Top of Data provided
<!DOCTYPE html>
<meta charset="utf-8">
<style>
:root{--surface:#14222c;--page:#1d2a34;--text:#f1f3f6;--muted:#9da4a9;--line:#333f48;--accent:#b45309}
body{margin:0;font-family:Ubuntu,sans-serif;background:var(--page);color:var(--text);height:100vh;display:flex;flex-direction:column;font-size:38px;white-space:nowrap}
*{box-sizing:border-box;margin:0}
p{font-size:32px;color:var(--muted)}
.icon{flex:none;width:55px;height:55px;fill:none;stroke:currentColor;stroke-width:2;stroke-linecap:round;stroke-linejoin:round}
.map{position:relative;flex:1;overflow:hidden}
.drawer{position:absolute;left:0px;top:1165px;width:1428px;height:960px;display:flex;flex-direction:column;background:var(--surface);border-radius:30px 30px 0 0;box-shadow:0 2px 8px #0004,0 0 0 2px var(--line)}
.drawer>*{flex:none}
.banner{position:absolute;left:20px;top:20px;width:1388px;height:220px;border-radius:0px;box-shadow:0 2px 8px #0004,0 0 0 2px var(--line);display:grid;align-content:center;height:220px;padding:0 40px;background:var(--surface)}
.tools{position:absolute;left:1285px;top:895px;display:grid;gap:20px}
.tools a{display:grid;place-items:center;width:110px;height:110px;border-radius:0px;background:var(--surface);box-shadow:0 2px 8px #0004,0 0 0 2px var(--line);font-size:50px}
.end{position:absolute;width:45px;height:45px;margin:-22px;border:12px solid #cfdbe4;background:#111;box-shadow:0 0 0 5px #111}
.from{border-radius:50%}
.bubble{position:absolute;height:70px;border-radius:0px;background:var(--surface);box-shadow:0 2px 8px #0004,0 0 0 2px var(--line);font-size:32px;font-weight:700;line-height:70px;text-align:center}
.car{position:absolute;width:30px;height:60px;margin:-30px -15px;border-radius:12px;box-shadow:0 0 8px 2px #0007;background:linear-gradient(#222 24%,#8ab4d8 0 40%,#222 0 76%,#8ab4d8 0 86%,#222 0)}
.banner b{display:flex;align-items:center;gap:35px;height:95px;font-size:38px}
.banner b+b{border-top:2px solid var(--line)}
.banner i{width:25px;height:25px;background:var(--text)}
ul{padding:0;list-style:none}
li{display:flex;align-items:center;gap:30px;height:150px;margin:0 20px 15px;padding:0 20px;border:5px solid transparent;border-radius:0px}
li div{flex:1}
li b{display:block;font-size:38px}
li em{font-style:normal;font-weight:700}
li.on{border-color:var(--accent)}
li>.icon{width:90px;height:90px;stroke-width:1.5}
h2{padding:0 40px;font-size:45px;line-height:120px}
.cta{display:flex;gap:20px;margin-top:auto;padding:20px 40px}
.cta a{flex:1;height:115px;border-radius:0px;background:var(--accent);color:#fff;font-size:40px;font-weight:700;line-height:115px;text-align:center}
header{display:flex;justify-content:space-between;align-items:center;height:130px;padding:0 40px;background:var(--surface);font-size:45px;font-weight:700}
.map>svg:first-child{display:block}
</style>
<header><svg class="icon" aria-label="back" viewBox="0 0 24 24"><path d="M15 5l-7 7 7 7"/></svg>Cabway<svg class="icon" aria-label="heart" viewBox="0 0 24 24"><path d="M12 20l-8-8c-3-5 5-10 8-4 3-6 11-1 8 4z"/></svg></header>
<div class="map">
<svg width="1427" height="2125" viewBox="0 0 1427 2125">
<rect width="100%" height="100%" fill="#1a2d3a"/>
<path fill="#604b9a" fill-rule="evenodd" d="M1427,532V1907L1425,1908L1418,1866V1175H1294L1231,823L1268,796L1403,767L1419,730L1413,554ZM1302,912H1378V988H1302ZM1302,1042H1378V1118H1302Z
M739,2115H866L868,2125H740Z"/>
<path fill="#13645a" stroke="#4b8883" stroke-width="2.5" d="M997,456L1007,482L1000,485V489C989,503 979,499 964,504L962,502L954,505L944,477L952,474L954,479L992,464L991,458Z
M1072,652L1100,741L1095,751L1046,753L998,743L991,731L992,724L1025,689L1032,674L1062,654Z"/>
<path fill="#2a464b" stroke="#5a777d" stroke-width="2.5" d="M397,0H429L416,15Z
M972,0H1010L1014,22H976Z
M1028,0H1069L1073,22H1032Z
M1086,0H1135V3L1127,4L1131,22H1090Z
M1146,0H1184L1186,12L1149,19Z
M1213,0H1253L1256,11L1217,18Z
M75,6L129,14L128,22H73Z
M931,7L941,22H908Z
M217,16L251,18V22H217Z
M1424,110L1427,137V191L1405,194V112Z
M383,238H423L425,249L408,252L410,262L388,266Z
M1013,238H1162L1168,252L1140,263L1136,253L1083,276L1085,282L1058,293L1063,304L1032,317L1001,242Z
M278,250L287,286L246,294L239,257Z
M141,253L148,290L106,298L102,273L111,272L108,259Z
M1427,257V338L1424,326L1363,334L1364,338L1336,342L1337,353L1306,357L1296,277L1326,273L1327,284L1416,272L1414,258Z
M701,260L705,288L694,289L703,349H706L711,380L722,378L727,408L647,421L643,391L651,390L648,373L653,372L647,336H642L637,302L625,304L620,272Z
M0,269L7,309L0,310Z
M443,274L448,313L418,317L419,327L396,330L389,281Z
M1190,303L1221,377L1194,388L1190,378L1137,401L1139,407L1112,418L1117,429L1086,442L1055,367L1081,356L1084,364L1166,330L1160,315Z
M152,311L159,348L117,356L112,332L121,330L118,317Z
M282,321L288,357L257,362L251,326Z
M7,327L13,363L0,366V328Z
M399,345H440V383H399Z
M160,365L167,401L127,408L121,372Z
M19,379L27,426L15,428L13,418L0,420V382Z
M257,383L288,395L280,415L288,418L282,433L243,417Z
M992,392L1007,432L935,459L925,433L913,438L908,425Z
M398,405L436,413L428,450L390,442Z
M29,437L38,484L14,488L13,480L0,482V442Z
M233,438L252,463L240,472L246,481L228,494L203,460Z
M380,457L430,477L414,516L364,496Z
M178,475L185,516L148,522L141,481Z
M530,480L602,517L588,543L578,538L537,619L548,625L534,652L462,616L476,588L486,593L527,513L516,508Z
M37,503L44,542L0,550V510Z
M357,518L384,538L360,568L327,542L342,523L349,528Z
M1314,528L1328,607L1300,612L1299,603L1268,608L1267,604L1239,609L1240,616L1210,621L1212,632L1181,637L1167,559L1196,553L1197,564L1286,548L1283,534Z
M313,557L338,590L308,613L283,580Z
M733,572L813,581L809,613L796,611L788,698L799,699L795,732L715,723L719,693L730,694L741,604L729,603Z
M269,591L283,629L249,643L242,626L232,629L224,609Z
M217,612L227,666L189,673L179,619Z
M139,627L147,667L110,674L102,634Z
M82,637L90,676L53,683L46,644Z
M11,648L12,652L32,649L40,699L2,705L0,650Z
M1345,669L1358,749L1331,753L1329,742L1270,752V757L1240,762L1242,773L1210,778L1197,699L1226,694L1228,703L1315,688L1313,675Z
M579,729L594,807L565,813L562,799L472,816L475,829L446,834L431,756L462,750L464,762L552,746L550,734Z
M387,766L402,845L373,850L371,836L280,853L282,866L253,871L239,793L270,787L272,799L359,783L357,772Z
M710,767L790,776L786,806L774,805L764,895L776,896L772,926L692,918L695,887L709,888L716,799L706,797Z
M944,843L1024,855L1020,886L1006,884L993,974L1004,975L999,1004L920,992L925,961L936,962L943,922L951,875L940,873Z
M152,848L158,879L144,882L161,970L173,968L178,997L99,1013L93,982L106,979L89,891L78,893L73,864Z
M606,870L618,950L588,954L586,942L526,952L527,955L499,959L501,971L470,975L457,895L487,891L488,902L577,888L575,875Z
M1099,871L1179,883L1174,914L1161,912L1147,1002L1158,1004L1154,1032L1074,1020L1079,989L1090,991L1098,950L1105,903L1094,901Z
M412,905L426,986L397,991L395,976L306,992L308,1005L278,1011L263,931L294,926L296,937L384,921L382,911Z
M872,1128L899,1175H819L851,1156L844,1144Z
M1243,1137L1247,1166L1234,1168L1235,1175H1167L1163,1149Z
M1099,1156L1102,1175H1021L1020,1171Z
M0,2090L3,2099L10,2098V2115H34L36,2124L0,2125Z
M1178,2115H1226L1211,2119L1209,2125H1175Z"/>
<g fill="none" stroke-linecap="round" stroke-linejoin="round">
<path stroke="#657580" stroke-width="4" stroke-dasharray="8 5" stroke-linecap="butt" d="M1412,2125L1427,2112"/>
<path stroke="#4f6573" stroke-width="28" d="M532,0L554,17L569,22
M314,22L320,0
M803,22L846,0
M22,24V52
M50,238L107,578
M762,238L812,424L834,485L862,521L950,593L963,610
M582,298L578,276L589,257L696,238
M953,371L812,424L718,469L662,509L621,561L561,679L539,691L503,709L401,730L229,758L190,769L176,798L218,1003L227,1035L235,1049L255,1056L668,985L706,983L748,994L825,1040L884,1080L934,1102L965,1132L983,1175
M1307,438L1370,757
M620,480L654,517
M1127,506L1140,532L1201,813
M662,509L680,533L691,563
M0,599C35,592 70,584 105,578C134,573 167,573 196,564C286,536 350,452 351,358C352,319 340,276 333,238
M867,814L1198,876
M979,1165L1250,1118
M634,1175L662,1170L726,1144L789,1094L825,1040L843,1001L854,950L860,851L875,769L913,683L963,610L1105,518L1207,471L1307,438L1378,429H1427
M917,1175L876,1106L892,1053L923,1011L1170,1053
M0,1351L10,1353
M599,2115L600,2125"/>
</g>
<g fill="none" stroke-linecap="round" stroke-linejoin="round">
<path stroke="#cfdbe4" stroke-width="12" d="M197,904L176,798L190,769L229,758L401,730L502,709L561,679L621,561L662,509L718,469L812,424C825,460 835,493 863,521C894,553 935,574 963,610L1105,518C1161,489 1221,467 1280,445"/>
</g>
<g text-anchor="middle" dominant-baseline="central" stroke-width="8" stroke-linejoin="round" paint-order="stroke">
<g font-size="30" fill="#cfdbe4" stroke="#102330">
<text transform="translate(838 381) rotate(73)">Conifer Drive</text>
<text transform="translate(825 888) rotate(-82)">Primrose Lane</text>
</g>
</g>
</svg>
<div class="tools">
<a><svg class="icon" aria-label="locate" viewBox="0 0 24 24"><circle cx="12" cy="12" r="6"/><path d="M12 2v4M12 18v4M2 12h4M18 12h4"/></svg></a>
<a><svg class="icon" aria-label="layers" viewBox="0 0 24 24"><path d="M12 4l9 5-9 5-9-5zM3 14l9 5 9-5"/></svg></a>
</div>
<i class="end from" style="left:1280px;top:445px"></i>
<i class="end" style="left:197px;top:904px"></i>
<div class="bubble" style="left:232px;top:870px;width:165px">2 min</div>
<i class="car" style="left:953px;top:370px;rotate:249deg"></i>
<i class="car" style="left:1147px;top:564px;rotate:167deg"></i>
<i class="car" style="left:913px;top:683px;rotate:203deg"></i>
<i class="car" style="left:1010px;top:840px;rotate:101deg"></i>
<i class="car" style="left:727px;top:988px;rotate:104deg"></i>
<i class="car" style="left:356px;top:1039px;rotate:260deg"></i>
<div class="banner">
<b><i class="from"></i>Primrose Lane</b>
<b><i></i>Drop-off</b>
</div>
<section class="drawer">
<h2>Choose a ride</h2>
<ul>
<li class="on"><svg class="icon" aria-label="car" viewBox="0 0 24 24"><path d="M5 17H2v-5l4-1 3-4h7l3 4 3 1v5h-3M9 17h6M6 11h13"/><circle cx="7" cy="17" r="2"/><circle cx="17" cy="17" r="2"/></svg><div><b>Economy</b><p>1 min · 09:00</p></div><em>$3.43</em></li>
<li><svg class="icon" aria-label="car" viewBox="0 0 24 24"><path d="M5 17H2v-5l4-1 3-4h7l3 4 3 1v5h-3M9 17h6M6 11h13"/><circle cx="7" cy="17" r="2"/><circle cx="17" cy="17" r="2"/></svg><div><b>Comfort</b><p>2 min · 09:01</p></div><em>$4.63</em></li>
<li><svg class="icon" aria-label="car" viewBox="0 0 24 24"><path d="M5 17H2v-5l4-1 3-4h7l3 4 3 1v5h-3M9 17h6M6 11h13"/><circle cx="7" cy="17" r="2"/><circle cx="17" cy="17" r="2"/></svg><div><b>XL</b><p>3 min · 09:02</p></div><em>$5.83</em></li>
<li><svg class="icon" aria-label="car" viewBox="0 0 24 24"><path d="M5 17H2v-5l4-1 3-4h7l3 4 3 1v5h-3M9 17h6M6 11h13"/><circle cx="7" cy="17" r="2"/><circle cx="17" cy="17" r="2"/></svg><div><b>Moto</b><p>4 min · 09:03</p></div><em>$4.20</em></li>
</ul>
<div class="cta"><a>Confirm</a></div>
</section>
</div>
Bottom of Data provided
- **What the exercise asks**: The string "bubble" marks the lines to copy; report each of them from the data above.

- **Reply to the exercise**:
.bubble{position:absolute;height:70px;border-radius:0px;background:var(--surface);box-shadow:0 2px 8px #0004,0 0 0 2px var(--line);font-size:32px;font-weight:700;line-height:70px;text-align:center}
<div class="bubble" style="left:232px;top:870px;width:165px">2 min</div>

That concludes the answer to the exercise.